Will your bank statement stop you from getting a mortgage?

28 Feb, 2022

According to new research from mortgage broker Boon Brokers, 83 per cent of people say they aren’t aware activity on their bank statements could be a red flag to a mortgage lender. Even when prompted, 58 per cent had never considered that gambling transactions on their account may cause any issues.

When given a list of transactions which might give lenders a reason to take a closer look, 55 per cent didn’t feel that payday loans would be a cause for concern, and 58 per cent didn’t feel that being constantly in an overdraft would be a red flag.

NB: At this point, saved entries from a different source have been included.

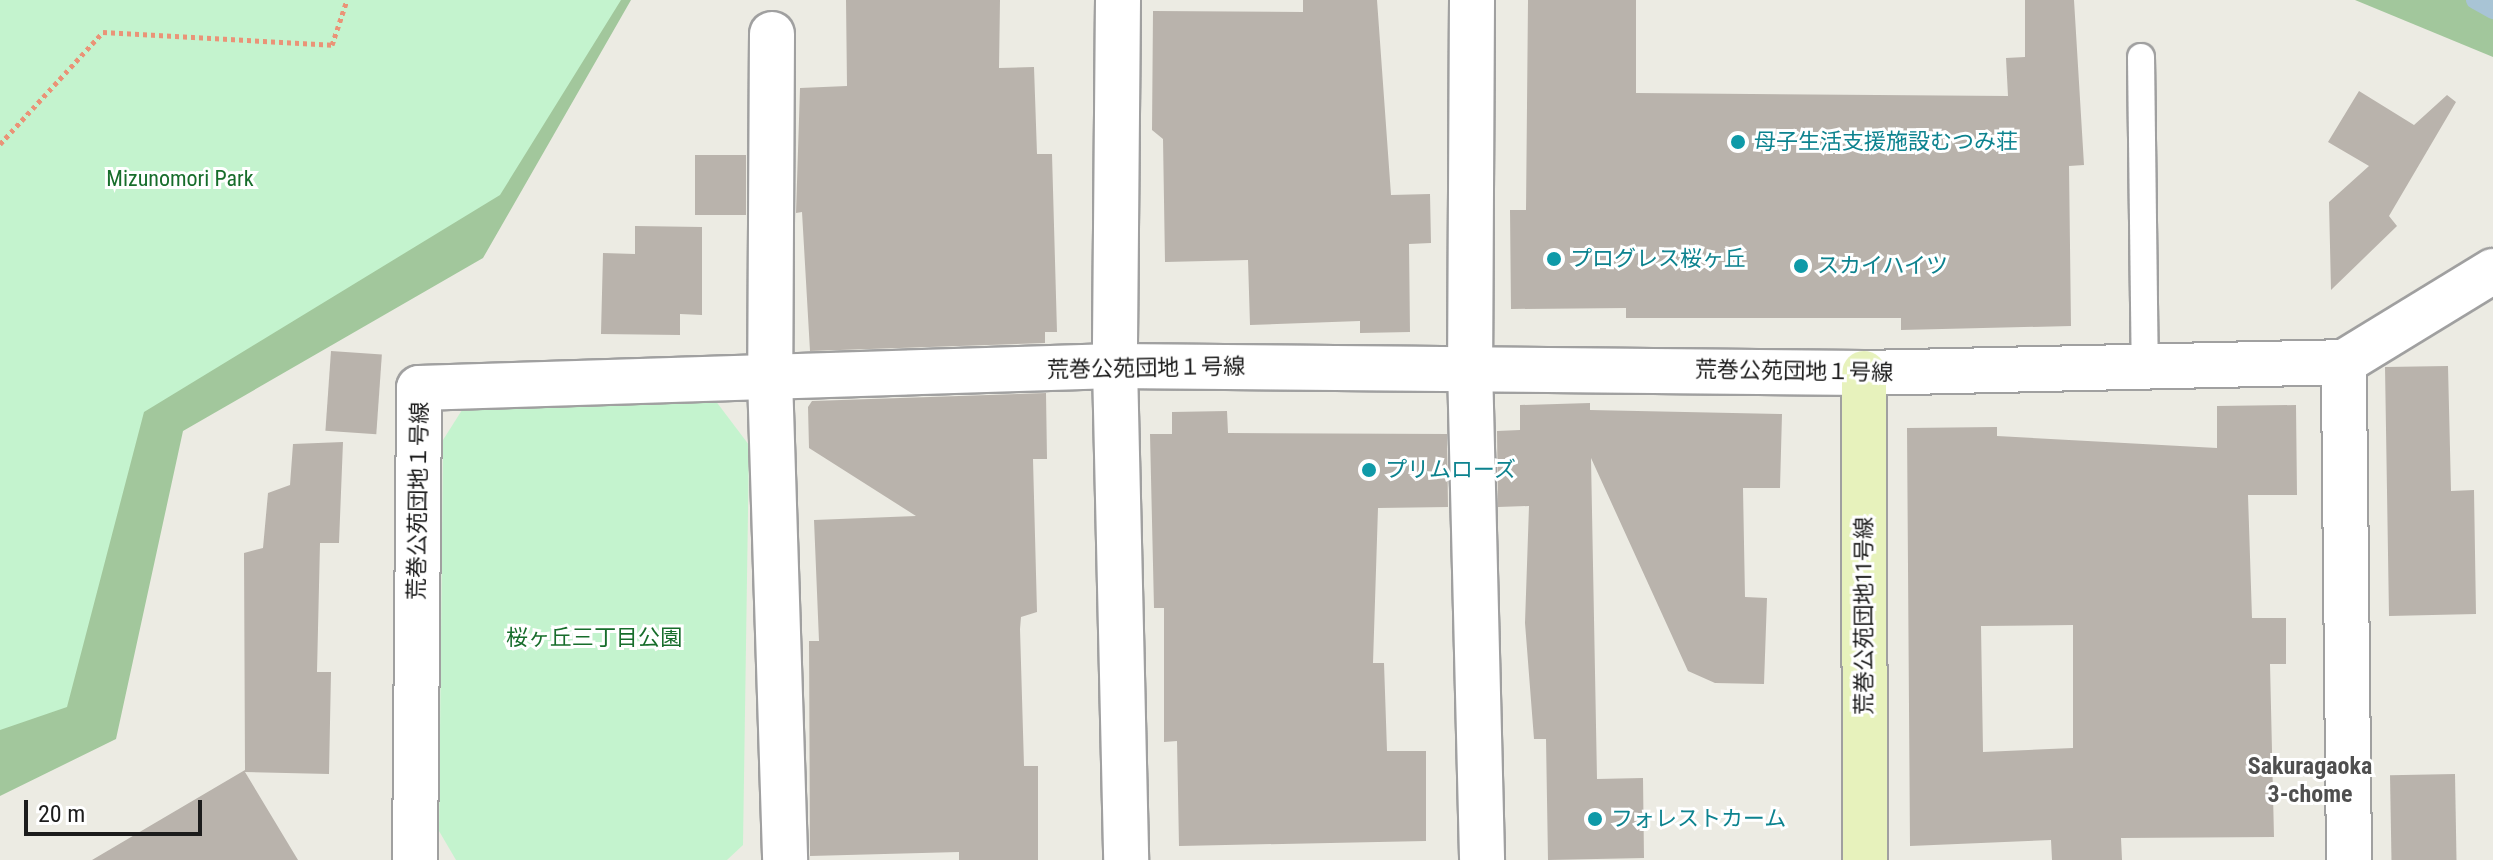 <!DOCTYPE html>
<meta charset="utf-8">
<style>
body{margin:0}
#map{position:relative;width:2493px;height:860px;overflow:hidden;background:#ecebe3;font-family:"Roboto Condensed","Noto Sans JP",sans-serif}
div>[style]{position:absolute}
.forest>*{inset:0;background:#a2c79c}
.park>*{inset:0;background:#c4f3ce}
.stream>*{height:18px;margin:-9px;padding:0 9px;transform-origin:9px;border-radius:9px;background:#a8c4d5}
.building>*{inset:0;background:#b9b3ac;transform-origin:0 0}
.path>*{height:5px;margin-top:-2.5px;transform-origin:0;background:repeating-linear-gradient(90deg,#ea9377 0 4px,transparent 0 8px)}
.roads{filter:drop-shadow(2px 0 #a0a0a0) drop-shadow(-2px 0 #a0a0a0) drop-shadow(0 2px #a0a0a0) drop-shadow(0 -2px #a0a0a0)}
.lane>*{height:26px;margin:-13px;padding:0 13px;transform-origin:13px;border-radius:13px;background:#fff}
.street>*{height:44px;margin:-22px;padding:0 22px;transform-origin:22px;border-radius:22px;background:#fff}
.secondary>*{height:44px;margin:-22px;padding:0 22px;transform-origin:22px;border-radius:22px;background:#e7f2bc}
.dots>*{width:22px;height:22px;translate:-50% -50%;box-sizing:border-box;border:4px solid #fff;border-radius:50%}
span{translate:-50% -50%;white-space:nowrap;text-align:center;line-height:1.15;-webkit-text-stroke:6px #fff;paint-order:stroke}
.culture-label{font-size:22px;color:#0d838f}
.left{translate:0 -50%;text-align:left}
.park-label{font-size:22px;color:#176d2b}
.street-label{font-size:22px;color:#1c1c1c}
.neighbourhood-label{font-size:24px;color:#4f4f4f;font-weight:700}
.scale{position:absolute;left:24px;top:800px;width:178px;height:36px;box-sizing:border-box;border:4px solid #1c1c1c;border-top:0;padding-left:10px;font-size:24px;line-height:28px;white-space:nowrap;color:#1c1c1c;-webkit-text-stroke:6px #fff;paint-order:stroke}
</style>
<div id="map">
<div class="forest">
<i style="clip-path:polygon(0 0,631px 0,483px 258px,183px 431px,116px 739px,0 796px)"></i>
<i style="clip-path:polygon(2355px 0,2493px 0,2493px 57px)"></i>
</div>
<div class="park">
<i style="clip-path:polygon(0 0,621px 0,500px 195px,144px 412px,67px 707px,0 730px)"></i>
<i style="clip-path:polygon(715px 400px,749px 445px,743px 845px,727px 860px,456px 860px,439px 831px,443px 440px,462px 410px)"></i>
</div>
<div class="stream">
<i style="left:2475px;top:0;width:21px;rotate:29deg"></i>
</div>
<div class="building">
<i style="clip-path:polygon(846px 0,1000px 0,999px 68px,1034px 67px,1037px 154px,1052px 154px,1057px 332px,1045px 332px,1045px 343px,810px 351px,802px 212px,796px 213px,800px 88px,847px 86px)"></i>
<i style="clip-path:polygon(1303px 0,1377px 0,1391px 195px,1430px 194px,1431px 243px,1409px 244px,1410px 332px,1360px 333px,1360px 321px,1250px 325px,1248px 260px,1165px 262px,1163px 139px,1152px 130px,1153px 11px,1303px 12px)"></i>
<i style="clip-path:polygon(1528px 0,1636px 0,1636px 93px,2008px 96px,2006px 58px,2025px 57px,2025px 0,2074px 0,2084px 165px,2069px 166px,2071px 326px,1901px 330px,1901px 318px,1626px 318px,1626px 308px,1511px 309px,1510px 210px,1526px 210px)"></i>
<i style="clip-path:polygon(2359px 91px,2414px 125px,2447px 95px,2456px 102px,2389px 216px,2397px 226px,2331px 290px,2329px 202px,2369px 166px,2328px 142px)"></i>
<i style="left:746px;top:155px;width:60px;height:51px;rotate:90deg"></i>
<i style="clip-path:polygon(635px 226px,702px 227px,702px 315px,680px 314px,680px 335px,601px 334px,603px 253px,635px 254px)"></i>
<i style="left:331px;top:351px;width:51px;height:80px;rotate:4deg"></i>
<i style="clip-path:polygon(2448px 366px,2451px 491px,2474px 490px,2476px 614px,2389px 616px,2385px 367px)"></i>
<i style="clip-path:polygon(1046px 393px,1047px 459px,1033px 459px,1037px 612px,1021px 617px,1020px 629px,1024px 766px,1038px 766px,1038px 860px,959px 860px,959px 852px,810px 856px,809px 641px,819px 641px,814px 520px,916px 516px,809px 448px,808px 407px,812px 401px)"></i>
<i style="clip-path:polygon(1590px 403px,1590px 410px,1782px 414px,1780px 488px,1743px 488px,1745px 597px,1767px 598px,1764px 684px,1715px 683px,1688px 671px,1591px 458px,1597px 779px,1643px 778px,1644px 858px,1548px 860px,1546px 739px,1534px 739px,1525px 623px,1529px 506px,1498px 507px,1497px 431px,1520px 430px,1520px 405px)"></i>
<i style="clip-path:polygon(evenodd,2296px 405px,2297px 495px,2248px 495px,2252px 618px,2286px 618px,2286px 664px,2270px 664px,2274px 837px,2121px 838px,2122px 860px,2052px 860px,2051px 840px,1910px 846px,1907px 428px,1997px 427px,1997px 436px,2217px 448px,2217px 406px,2296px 405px,2073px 625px,2073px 748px,1983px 752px,1981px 626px,2073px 625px)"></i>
<i style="clip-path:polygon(1227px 411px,1228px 433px,1447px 434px,1448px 507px,1378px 508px,1373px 663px,1384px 663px,1387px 751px,1426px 751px,1426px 841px,1179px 846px,1177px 741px,1164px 742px,1164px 608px,1154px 608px,1150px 434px,1172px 434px,1172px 412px)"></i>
<i style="clip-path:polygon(343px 442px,339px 543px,320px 543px,317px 672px,331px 672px,329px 774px,245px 772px,298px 860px,92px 860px,245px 770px,244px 553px,263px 548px,268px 493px,290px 485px,293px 444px)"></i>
<i style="left:2455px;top:774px;width:86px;height:65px;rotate:89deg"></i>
</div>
<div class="path">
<i style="left:0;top:144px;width:152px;rotate:-47.4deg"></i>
<i style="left:103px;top:32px;width:229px;rotate:3.2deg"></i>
<i style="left:332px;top:45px;width:47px;rotate:-71.6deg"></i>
</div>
<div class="roads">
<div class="lane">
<i style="left:2141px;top:57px;width:310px;rotate:89.3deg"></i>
</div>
<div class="street">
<i style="left:1118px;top:0;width:366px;rotate:90.5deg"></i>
<i style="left:1115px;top:366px;width:494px;rotate:88.7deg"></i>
<i style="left:1472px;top:0;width:366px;rotate:90.3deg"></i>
<i style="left:1470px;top:366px;width:494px;rotate:88.6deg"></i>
<i style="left:772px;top:34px;width:344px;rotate:90.3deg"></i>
<i style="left:770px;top:378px;width:482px;rotate:88.2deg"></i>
<i style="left:415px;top:860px;width:472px;rotate:-89.5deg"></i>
<i style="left:419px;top:388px;width:696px;rotate:-1.81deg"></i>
<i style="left:1115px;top:366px;width:749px;rotate:0.54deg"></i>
<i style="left:1864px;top:373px;width:480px;rotate:-1.3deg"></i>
<i style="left:2349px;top:860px;width:498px;rotate:-90.6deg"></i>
<i style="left:2344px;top:362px;width:175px;rotate:-31.4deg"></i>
</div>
<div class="secondary">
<i style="left:1864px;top:373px;width:487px;rotate:89.9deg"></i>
</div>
</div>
<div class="dots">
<i style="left:1738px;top:142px;background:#0f9aa8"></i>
<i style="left:1554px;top:259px;background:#0f9aa8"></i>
<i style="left:1801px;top:266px;background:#0f9aa8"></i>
<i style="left:1369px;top:470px;background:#0f9aa8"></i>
<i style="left:1595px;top:819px;background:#0f9aa8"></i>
</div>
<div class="culture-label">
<span class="left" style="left:1754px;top:142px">母子生活支援施設むつみ荘</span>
<span class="left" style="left:1570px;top:259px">プログレス桜ヶ丘</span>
<span class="left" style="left:1817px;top:266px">スカイハイツ</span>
<span class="left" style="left:1385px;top:470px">プリムローズ</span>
<span class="left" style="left:1611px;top:819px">フォレストカーム</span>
</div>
<div class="park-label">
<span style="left:180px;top:179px">Mizunomori Park</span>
<span style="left:594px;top:638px">桜ヶ丘三丁目公園</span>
</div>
<div class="street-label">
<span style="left:1146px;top:368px;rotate:-1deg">荒巻公苑団地１号線</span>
<span style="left:1794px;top:371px;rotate:1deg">荒巻公苑団地１号線</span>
<span style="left:418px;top:501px;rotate:-89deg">荒巻公苑団地１号線</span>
<span style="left:1864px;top:616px;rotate:-90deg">荒巻公苑団地11号線</span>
</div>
<div class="neighbourhood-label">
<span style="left:2310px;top:781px">Sakuragaoka<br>3-chome</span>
</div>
<div class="scale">20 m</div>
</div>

Three in four (72 per cent) didn’t believe that having multiple payments coming in with no clear reference of what they were for would ring alarm bells, according to Boon Brokers which surveyed more than 2,800 people in the UK.

Gerard Boon, partner at Boon Brokers, said: “Not all lenders will scrutinize your bank statements, but if you’re seen as a higher risk, perhaps with a smaller deposit or from being self-employed, lenders are more likely to take a closer look. Anything which shows that the account holder may struggle with debt or to control their spending is likely to create questions.

“Our research revealed that the equivalent of 1.38 million current homeowners** (four per cent) would consider trying to hide transactions on their bank statement to make sure their mortgage got approved – which we definitely would not recommend! If you’re planning on applying for a mortgage or remortgage in the next six months, it’s worth being aware of what may lead to further investigations – even though in many cases it’s totally harmless and easy to explain. You don’t want any unnecessary delays to your application which could stop you getting the property you want. As our research revealed, not all the things that could cause an issue are automatically that obvious – gambling, pay day loans and being in an overdraft are the ones people are more aware of, but there are others too.”

 

Boon Brokers’ research revealed the transactions people were least likely to know may be a red flag to a mortgage lender and impact on lending eligibility were:

1.       Working for a family business. Just three per cent of people realised this could be an issue. Lenders can be nervous that family have employed the relation just for the purpose of them being able to take out a mortgage.

2.       Using rude/joke references for payments to family and friends. Only one in 10 (nine per cent) said they thought it could cause any hold up with a mortgage application – but using ‘funny’ references which could be misconstrued may mean a lender needs to investigate further.

3.       Having multiple payments for luxury items. Only nine per cent thought this could be of potential concern. Lenders will worry if they feel that spending is out of control and exceeds what they would expect based on the applicant’s income

4.       Having lots of PayPal transactions. Although PayPal transactions in themselves are not a problem, because it’s not always clear who is being paid, having lots of vague PayPal transactions can raise concerns. Only a tenth of people had considered that (nine per cent).

5.       Catalogue or on credit payments. Buy now, pay later options may signal to a lender that you are unable to pay for day-to-day items upfront, or are buying things beyond your means – something which only 13 per cent of people realised.

6.       Playing bingo. Playing once in a while for fun with friends will cause no concerns, but a regular habit with larger sums would be classed as gambling, which may raise a red flag. Only one in eight had registered that as a potential concern (13 per cent).

7.       Multiple store cards. Store cards in themselves are not an issue, but if you’re struggling to clear the balance every month, given their notoriously high interest rate, it could be a warning sign to the lender, which 18 per cent of people hadn’t considered.

8.       Frequent payments to unknown third parties. There are lots of above board reasons to make frequent payments to third parties – but where possible, it’s best to make the reason clear to minimise any risk of a red flag. Eighteen per cent of people hadn’t considered that as an issue.

9.       Large cash deposits/cash-in-hand work. Surprisingly, only 20 per cent of people thought this would be of any interest to a mortgage lender – who will want to see evidence of steady, reliable and legitimate income.

10.   Taking out a recent credit card. Only one in five people (22 per cent) realised that applying for new credit can knock your credit score, which is something all lenders will look at to assess your eligibility.